:: EXCERPTED RECORDS ::

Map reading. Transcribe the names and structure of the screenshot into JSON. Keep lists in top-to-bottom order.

:::
:: EXCERPTED RECORDS ::

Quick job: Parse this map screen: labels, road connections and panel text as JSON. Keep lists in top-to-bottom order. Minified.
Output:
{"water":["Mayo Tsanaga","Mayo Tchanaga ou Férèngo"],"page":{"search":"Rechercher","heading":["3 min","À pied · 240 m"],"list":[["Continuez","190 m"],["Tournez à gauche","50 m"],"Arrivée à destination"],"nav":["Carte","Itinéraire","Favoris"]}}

:::

» **EXERCISE OBJECTIVE**
Reproduce every line in the data that has the word "JSON" in it.

» **ANSWER BELOW**
Map reading. Transcribe the names and structure of the screenshot into JSON. Keep lists in top-to-bottom order.
Quick job: Parse this map screen: labels, road connections and panel text as JSON. Keep lists in top-to-bottom order. Minified.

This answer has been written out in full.